La mascarilla es como un brasier apretao. Se ha alzado como la heroína, la salvadora, la herramienta primaria para quien quiere vivir. No le resto méritos, pero se siente como un brasier apretao, bien apretao.

A principios del 2020 compré la N95 -la cocoroca- por recomendación de mi amiga Marilyn Pupo, quien formaba parte del grupo con el que iríamos a Turquía, un viaje que se nos ha quedado en el tintero.

Al mes del encierro fue necesario ir a una megatienda para comprar los productos que ya escaseaban en nuestra alacena. Llegué con actitud de guerrera, dispuesta a protagonizar una lucha libre internacional -de ser necesario en fango- con tal de agarrar el agua, las verduras, carnes, frutas y huevos para la canasta familiar. En mi mente llevaba estrategias para lograr apretar el mango de un par de galones de desinfectante. Además, estaba dispuesta a pelear por el producto más buscado, el más necesario, el más codiciado: el papel de baño. Me sentía capaz de espetarle las uñas y los dientes a la envoltura de plástico y revolcarme en el piso aferrada a ese paquete grande y gordo que contiene cuchucientos rollos.

Colocarme la mascarilla no fue fácil. Pasé bastante trabajo acomodándome el cordón elástico hacia arriba y hacia abajo. Me apretó la conciencia y hasta las tripas. Quedé con la mascarilla incrustada en la carne, las mejillas desbordándose y el resto de la cara como hinchada, rebosante. Pero no importaba, estaba protegida. Casi lavé el carrito de compras. Lo desinfecté como si fuera el fin del mundo y emprendí pasillo arriba y pasillo abajo. Tomé todo lo que necesitaba, papel de baño incluido. ¡Yes! Sin tener que pelear.

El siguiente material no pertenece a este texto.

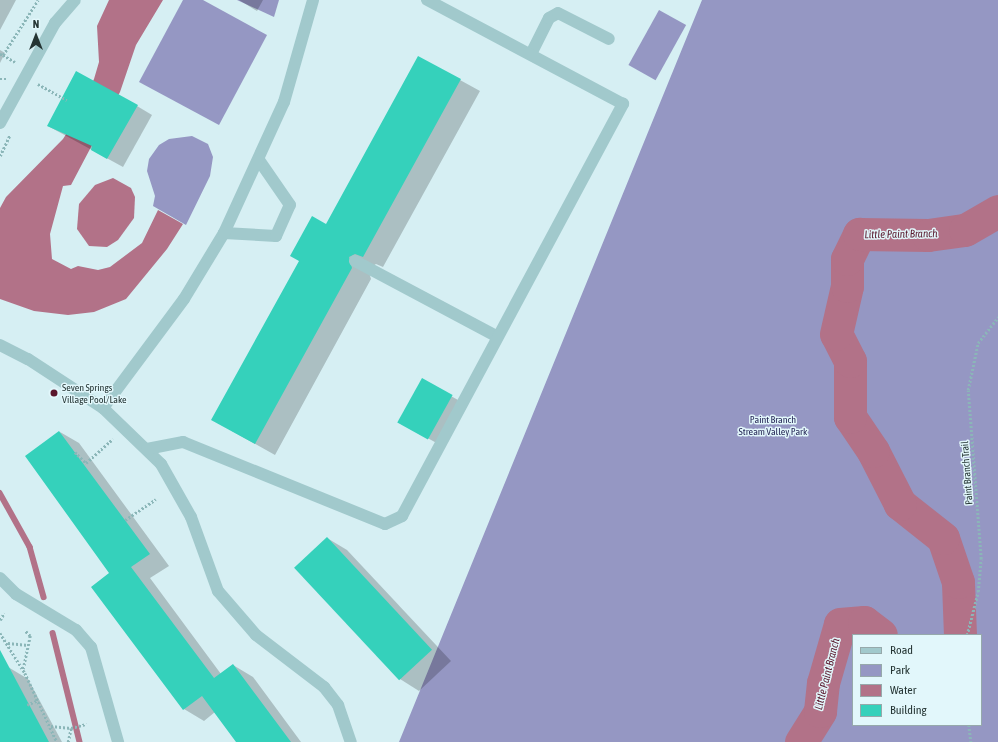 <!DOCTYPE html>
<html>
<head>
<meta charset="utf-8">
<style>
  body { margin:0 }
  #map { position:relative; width:998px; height:742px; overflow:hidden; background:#d6eff3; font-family:"Asap Condensed",sans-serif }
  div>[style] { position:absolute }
  .green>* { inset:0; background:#9597c3; transform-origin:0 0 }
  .water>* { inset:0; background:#b27288 }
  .shadow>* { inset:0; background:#0003; transform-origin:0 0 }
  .stream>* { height:5.5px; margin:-2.75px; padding:0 2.75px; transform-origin:2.75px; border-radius:2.75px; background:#b27288 }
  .river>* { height:33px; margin:-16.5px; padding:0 16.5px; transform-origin:16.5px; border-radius:16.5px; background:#b27288 }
  .building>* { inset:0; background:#35d1bb; transform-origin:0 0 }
  .path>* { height:2.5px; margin-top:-1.25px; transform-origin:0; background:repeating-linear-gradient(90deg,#8bb6b8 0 2px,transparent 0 4px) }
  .minor>* { height:12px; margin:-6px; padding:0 6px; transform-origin:6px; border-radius:6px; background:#a1c9cc }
  .dots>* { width:11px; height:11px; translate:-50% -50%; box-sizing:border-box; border:2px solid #e2f7fb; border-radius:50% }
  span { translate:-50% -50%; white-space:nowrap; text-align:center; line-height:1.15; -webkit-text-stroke:3px #e2f7fb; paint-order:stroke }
  .poi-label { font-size:10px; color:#253534 }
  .left { translate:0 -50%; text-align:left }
  .park-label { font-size:10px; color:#262756 }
  .street-label { font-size:10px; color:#253534 }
  .water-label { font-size:11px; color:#5a172c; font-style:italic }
  .legend { position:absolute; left:852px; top:634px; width:130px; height:92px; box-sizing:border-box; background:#e2f7fb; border:1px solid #96a9ab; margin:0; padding:5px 7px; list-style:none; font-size:12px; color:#253534 }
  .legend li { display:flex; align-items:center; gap:8px; height:20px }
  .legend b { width:20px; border:1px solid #96a9ab }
  .north { position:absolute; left:16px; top:16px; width:40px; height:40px; -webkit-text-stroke:3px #e2f7fb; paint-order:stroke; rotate:0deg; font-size:11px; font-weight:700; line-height:16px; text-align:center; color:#253534 }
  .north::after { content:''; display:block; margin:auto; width:14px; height:18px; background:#253534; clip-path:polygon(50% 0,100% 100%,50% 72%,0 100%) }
</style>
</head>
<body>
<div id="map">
  <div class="green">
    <i style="clip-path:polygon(183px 0,203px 0,267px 35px,219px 125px,139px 82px)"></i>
    <i style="clip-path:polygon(237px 0,279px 0,274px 17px)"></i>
    <i style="clip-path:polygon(evenodd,702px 0,998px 0,998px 742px,399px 742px,702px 0,853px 635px,981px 635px,981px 725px,853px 725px,853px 635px)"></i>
    <i style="left:659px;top:10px;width:31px;height:63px;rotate:29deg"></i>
    <i style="clip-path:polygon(192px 136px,208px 144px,213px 157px,210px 176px,186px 225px,153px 206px,155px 196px,147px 171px,149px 159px,159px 145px,169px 139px)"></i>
  </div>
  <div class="water">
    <i style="clip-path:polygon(109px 0,163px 0,136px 45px,120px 92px,71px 185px,63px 186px,50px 234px,52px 259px,71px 269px,78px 266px,98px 270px,110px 267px,142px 243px,158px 210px,183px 224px,167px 249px,126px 299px,94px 312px,68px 315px,34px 311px,0 299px,0 208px,6px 197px,63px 139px,75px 120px,94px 79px,99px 62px,97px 26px)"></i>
    <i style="clip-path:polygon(113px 178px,131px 188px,135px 197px,134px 218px,118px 240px,107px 247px,89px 246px,77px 229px,79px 204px,95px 185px)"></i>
  </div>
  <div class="shadow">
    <i style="clip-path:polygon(0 0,16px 0,0 30px)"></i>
    <i style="clip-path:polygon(239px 0,263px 0,257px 11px)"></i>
    <i style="clip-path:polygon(0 50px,5px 53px,0 63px)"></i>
    <i style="clip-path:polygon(460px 80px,480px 91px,383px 267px,376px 264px,368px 269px,371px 279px,275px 455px,232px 431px,327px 225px)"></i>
    <i style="clip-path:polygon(137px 106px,152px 115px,123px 167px,48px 126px)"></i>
    <i style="left:422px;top:380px;width:52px;height:48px;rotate:29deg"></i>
    <i style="clip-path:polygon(60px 432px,79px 443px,169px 566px,150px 578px,221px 674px,233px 665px,253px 677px,301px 742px,237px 742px,215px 712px,204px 721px,184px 709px,111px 573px)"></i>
    <i style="clip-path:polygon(327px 538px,347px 550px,451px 661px,419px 691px,400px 679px)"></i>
    <i style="clip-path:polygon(8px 667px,28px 679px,62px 742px,0 742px,0 672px)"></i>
  </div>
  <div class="stream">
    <i style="left:0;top:493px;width:62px;rotate:60.9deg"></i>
    <i style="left:30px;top:547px;width:52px;rotate:74.4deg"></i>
    <i style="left:53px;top:633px;width:112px;rotate:76.1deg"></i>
  </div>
  <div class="river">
    <i style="left:960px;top:635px;width:53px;rotate:-92.2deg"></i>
    <i style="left:958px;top:582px;width:46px;rotate:-108.8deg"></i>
    <i style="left:943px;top:538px;width:55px;rotate:-141.7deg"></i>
    <i style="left:900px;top:504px;width:59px;rotate:-117deg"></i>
    <i style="left:873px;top:451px;width:41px;rotate:-124.1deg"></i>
    <i style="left:850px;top:417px;width:56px;rotate:-90deg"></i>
    <i style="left:850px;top:361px;width:30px;rotate:-117deg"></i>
    <i style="left:836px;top:334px;width:49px;rotate:-77.1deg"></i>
    <i style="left:847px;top:286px;width:27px;rotate:-90deg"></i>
    <i style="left:847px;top:259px;width:28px;rotate:-64deg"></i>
    <i style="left:859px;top:234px;width:69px;rotate:0.8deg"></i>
    <i style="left:928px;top:235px;width:37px;rotate:-8deg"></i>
    <i style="left:965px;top:230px;width:38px;rotate:-30deg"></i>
    <i style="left:801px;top:742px;width:36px;rotate:-58deg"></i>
    <i style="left:820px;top:711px;width:28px;rotate:-84deg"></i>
    <i style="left:823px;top:683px;width:61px;rotate:-73.9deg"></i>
    <i style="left:840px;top:624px;width:24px;rotate:-5deg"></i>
    <i style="left:864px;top:622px;width:21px;rotate:37deg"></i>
  </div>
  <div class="building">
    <i style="clip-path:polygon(418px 56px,461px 79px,363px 257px,355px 254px,349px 257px,352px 268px,255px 444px,211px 420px,299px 261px,290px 256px,312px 216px,326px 224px)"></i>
    <i style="clip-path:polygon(76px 71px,138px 105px,107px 159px,91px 150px,92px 146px,47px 126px)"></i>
    <i style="left:422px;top:378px;width:35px;height:51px;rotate:29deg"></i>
    <i style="clip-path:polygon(59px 431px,150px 554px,131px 567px,214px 678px,233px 664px,291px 742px,236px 742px,202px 696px,183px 710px,91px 587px,109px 573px,25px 456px)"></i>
    <i style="left:327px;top:537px;width:154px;height:45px;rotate:47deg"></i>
    <i style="clip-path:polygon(0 650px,49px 742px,0 742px)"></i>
  </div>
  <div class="path">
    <i style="left:0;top:54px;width:3px;rotate:18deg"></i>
    <i style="left:3px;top:55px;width:65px;rotate:-57.5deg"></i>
    <i style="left:3px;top:55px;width:14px;rotate:30deg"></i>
    <i style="left:0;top:79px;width:6px"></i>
    <i style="left:38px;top:84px;width:33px;rotate:29deg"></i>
    <i style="left:0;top:156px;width:23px;rotate:-65deg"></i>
    <i style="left:75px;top:452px;width:16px;rotate:45deg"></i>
    <i style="left:86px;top:463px;width:36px;rotate:-42deg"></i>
    <i style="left:125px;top:520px;width:37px;rotate:-34deg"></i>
    <i style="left:0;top:620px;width:8px;rotate:-60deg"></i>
    <i style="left:0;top:633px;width:47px;rotate:58deg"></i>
    <i style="left:25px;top:673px;width:76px;rotate:65.1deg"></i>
    <i style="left:967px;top:635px;width:44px;rotate:-75.7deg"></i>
    <i style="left:978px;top:592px;width:33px;rotate:-85deg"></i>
    <i style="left:981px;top:559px;width:169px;rotate:-94.4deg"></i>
    <i style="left:968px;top:390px;width:48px;rotate:-78deg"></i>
    <i style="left:978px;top:343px;width:33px;rotate:-52deg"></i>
    <i style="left:8px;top:643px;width:20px;rotate:6deg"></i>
    <i style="left:23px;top:669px;width:34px;rotate:-78deg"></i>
    <i style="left:30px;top:636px;width:8px;rotate:-135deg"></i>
    <i style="left:27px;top:705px;width:12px;rotate:-24deg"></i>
    <i style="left:969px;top:725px;width:17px;rotate:83deg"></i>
    <i style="left:51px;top:726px;width:20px;rotate:6deg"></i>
    <i style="left:71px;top:728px;width:16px;rotate:-15deg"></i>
    <i style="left:68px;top:742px;width:14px;rotate:-78deg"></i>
  </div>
  <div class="minor">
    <i style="left:531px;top:54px;width:40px;rotate:-63.4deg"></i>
    <i style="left:549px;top:18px;width:10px;rotate:-29deg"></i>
    <i style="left:558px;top:13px;width:57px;rotate:27deg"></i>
    <i style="left:0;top:123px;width:114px;rotate:-61.2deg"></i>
    <i style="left:55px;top:23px;width:30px;rotate:-49deg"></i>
    <i style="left:224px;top:233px;width:52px;rotate:3.3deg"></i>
    <i style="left:276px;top:236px;width:34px;rotate:-66deg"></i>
    <i style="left:290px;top:205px;width:55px;rotate:-124.6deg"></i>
    <i style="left:355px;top:261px;width:160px;rotate:28deg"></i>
    <i style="left:0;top:345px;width:31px;rotate:27deg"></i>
    <i style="left:28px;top:359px;width:90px;rotate:33.2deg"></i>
    <i style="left:103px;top:408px;width:81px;rotate:44deg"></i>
    <i style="left:161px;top:464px;width:61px;rotate:60.5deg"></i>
    <i style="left:191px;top:517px;width:79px;rotate:70deg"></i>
    <i style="left:218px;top:591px;width:58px;rotate:49.2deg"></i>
    <i style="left:256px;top:635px;width:86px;rotate:37.4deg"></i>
    <i style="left:324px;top:687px;width:23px;rotate:52deg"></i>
    <i style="left:338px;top:705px;width:39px;rotate:71deg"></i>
    <i style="left:103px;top:408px;width:136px;rotate:-53.4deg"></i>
    <i style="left:184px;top:299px;width:77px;rotate:-58.8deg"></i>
    <i style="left:224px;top:233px;width:144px;rotate:-65.4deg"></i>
    <i style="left:284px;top:102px;width:106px;rotate:-74.1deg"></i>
    <i style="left:147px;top:449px;width:37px;rotate:-11deg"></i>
    <i style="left:183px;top:442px;width:218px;rotate:22.1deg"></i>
    <i style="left:385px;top:524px;width:19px;rotate:-25deg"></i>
    <i style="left:402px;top:516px;width:468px;rotate:-61.8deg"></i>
    <i style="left:623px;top:104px;width:222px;rotate:-152deg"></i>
    <i style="left:0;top:578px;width:23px;rotate:45deg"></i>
    <i style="left:16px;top:594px;width:70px;rotate:31deg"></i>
    <i style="left:76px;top:630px;width:23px;rotate:49deg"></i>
    <i style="left:91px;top:647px;width:99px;rotate:74.1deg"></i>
  </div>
  <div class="dots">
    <i style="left:54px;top:393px;background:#5a172c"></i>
  </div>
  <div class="poi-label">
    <span class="left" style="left:62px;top:393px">Seven Springs<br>Village Pool/Lake</span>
  </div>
  <div class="park-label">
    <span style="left:773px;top:425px">Paint Branch<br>Stream Valley Park</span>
  </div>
  <div class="street-label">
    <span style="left:967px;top:473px;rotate:-94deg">Paint Branch Trail</span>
  </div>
  <div class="water-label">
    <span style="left:901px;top:234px;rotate:-1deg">Little Paint Branch</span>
    <span style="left:827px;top:674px;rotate:-76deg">Little Paint Branch</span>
  </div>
  <ul class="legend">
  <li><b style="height:5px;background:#a1c9cc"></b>Road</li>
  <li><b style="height:11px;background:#9597c3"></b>Park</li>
  <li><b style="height:11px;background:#b27288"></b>Water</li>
  <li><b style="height:11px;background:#35d1bb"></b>Building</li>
  </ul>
  <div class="north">N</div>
</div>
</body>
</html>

Entonces, estando en el tercer pasillo, comencé a experimentar un vahído producto del apretujamiento. El pelo lo tenía revolcado gracias al elástico que va desde el rostro hasta el tope de la cabeza. De la parte superior del labio se me deslizaban gotas de sudor. El aliento rebotaba contra ese material blanco -como felpa- en el que la mitad de mi cara estaba presa. “¡Coño, me muero!”.

El cristal de los espejuelos se nublaba, tenía picor, vamos, que hasta sentía la boca seca. Destapé un poco la parte inferior de la mascarilla, la que me cubría la barbilla, a ver si entraba un poquito de aire acondicionado que me salvara. Lo hice escondida entre las botellas de vinos, cavas y otros alcoholes tan necesarios en estos momentos, mirando antes a todos lados para asegurarme de que no apareciera un zombi a contagiarme.

Atravesé la puerta de salida empujando el carro atiborrado, y casi corriendo desesperada por quitarme la cosa aquella. Acomodé la compra en el baúl como pude. Recordé lo ordenadita que la coloca mi marido, quien debe haber sido un cachanchán de aquel juego que se llamaba Tetris. Entré a la guagua y en un movimiento desesperado me quité la cosa esa. De mi boca brotó el sonido de un gemido fatigado, como abatido, pero de placer.

Ya les digo, es como un brasier apretado que se quita al llegar a casa luego de todo un día, o toda una noche, de llevar el tetamen preso, sin aire, sin libre albedrío y respiración.

He probado otras mascarillas y la sensación es la misma. Ni modo, no nos queda otra que acostumbrarnos a vivir enmascarilladas, hacer la paz con la obligación de llevar la nariz y la boca tapadas, reconocernos por la mitad de la cara y convivir con ese artefacto, con ese avechucho que nos aprieta y nos priva. A más de dos años es eso o arriesgarnos.